We have different collections and last year was dedicated to our pilot’s watches and Spitfire watches — which is a vintage story. However, for the Portugieser we wanted it to be a very contemporary watch with timeless aesthetics. Because when you talk about something historic like the Spitfire from the 1940s, this is certainly a vintage story that the watch has to match. But with Portugieser we wanted a different flavor and embed it in a contemporary lifestyle environment where another partner comes in with Solaris yachts from Italy. This will also help us to make the world of Portugieser more tangible — we are currently building an IWC sailing yacht with bespoke colors, fabrics, watch displays, and IWC design elements throughout its 55-foot structure. Very elegant in blue and white with some unique details that are inspired by IWC limited edition timepieces, dials, straps, and more for a most genuine link between Portugieser and yachting.

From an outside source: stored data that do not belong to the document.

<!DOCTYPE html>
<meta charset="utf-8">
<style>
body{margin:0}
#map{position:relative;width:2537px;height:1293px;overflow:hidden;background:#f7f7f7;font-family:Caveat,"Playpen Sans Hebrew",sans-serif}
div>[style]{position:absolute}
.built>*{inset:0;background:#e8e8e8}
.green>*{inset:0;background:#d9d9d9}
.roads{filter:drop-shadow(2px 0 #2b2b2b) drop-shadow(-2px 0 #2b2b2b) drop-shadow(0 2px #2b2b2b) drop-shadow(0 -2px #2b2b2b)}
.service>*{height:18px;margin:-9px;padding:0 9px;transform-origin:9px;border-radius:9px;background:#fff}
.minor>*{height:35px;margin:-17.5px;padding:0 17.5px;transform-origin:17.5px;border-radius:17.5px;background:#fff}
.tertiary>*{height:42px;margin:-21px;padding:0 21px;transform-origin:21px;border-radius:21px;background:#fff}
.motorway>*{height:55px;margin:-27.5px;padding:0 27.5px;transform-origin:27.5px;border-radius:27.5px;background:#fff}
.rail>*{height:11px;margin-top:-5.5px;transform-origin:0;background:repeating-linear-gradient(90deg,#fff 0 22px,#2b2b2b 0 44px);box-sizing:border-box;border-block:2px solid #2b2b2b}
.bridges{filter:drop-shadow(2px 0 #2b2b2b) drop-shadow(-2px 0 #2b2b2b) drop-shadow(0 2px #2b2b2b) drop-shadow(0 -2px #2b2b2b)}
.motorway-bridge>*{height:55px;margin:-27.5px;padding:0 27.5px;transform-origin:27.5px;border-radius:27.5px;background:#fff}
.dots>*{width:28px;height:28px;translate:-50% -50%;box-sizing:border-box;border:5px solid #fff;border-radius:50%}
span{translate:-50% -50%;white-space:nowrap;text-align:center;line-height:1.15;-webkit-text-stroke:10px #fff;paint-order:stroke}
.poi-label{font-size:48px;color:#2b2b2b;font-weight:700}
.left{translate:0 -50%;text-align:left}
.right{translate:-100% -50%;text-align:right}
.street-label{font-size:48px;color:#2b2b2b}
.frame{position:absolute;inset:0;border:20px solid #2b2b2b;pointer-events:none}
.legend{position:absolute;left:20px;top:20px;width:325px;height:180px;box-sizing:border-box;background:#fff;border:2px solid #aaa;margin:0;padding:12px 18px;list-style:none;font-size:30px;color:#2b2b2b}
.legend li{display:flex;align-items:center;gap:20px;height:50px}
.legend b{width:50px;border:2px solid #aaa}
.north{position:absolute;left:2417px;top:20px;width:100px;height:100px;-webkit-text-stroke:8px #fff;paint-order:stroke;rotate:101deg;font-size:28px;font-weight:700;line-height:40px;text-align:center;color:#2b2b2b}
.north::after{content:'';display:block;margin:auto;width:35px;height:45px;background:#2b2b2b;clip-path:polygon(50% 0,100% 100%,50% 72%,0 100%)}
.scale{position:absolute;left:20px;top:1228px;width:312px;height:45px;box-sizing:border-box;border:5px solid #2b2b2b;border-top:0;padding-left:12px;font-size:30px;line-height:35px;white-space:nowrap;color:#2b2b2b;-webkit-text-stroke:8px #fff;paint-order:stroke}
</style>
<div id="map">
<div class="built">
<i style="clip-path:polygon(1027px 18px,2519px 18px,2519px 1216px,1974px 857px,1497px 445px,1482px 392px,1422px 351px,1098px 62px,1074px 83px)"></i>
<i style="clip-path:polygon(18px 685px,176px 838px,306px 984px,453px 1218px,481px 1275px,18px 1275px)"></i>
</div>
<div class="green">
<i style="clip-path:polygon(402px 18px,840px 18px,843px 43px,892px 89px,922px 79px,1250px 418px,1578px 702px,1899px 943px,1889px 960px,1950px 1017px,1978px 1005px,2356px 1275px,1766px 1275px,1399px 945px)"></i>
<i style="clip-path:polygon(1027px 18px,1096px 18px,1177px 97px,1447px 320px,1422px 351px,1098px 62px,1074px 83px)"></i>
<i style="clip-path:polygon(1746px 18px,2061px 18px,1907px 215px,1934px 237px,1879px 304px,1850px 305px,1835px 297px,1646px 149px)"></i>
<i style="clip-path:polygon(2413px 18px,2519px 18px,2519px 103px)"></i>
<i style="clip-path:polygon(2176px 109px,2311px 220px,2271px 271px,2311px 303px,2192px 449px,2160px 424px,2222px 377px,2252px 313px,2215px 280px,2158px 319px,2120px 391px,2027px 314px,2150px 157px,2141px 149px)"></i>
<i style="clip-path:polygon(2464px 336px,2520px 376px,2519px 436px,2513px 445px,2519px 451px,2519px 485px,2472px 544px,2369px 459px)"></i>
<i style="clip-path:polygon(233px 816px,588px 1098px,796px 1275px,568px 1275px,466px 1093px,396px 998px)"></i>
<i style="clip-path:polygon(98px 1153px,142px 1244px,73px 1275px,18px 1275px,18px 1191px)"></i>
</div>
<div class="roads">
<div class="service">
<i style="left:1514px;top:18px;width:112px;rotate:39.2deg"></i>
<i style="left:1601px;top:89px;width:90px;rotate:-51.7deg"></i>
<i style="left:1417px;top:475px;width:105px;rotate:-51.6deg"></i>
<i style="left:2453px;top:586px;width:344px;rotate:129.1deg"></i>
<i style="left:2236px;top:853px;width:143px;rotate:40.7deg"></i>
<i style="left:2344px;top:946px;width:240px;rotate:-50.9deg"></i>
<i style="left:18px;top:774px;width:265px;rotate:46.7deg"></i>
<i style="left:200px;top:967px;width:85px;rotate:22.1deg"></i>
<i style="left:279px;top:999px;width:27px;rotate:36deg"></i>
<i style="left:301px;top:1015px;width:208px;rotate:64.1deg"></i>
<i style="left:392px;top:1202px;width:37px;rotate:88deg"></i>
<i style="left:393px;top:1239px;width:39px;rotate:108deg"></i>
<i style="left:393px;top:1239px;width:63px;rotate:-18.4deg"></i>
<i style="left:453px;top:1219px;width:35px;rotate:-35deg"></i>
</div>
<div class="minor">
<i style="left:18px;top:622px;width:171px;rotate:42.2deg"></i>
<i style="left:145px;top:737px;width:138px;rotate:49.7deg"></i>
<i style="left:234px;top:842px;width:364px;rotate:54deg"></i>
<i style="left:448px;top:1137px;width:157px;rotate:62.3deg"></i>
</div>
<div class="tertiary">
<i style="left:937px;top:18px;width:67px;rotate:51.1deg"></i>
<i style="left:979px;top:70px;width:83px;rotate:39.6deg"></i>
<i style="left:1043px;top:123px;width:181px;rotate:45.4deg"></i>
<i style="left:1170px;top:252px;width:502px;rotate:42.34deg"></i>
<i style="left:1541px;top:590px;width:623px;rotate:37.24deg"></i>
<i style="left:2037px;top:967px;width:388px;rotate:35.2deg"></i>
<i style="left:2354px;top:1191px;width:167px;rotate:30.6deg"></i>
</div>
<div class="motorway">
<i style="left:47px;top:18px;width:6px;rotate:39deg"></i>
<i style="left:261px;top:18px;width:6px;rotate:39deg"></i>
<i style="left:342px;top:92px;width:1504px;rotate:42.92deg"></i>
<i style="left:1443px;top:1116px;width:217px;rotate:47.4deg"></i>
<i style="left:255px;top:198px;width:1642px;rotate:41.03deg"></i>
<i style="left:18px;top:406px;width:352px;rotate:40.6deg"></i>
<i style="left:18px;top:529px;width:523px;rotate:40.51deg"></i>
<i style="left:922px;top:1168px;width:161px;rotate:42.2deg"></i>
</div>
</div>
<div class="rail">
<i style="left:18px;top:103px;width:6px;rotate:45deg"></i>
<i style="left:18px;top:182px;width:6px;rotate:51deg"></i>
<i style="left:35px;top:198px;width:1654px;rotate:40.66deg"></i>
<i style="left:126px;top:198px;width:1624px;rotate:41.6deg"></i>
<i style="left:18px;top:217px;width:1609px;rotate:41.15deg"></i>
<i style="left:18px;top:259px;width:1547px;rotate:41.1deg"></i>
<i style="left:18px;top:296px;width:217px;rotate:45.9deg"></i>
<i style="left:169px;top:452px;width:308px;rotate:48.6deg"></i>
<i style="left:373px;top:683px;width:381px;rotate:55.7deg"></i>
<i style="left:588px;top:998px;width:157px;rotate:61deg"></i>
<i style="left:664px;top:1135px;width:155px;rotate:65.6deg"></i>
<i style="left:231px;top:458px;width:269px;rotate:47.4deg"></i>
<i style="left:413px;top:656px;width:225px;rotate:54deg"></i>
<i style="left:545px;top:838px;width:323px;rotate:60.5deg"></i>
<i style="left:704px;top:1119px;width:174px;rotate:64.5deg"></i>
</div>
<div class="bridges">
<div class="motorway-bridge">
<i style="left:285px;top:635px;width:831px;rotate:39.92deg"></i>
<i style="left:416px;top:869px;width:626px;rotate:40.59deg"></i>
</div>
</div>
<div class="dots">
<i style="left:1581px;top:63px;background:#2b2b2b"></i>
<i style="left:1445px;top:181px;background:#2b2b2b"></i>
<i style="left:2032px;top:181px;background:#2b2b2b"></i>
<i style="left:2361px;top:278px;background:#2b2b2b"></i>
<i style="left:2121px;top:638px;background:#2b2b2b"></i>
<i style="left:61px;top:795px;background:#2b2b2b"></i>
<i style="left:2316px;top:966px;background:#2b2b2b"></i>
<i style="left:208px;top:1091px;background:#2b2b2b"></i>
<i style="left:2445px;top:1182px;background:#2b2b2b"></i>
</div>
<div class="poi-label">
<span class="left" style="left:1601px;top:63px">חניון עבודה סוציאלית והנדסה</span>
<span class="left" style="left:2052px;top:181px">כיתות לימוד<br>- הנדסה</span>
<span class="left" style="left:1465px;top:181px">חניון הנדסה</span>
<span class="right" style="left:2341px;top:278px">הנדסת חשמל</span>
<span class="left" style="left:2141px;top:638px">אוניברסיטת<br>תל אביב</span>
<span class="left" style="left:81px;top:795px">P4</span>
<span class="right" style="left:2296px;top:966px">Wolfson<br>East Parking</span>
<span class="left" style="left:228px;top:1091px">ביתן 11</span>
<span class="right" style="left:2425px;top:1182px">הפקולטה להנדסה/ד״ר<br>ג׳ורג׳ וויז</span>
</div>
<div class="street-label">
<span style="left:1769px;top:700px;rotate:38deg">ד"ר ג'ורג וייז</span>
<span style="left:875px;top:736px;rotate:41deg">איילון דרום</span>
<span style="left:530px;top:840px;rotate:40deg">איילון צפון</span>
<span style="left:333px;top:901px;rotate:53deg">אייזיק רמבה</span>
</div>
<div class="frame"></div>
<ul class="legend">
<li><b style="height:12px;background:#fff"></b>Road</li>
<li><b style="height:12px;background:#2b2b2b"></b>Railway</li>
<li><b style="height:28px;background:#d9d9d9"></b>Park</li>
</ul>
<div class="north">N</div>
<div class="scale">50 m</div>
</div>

The company is the only watchmaker to hold the license for the Top Gun name from the US Navy since 2007. Since last year we have opened a completely new chapter for the Top Gun collection by working together with Navy squadrons in a limited fashion. Here it was the pilots of these squadrons who reached out to us and not the other way around. They do tend to have very specific requirements for the watch: some squadron pilots want a ceramic watch, others request a steel-cased version, some want a relatively smaller case size, and so on. Strap-wise they almost always want leather or textile. So we do a lot of back and forth with renders and samples to fine-tune Top Gun for the needs and requirements of actual Top Gun pilots.
Therefore we really do get these pieces on the wrist of Top Gun pilots and with this, we split Top Gun into commercial and professional lines. For example, we did the Top Gun instructors’ version that is for select Top Gun members only with personalized engravings. We are also part of Tailhook the biggest convention for US Navy pilots in Reno every year, exhibiting there, presenting, and selling watches there. We really believe that this helps with the credibility of our Top Gun instrument watches.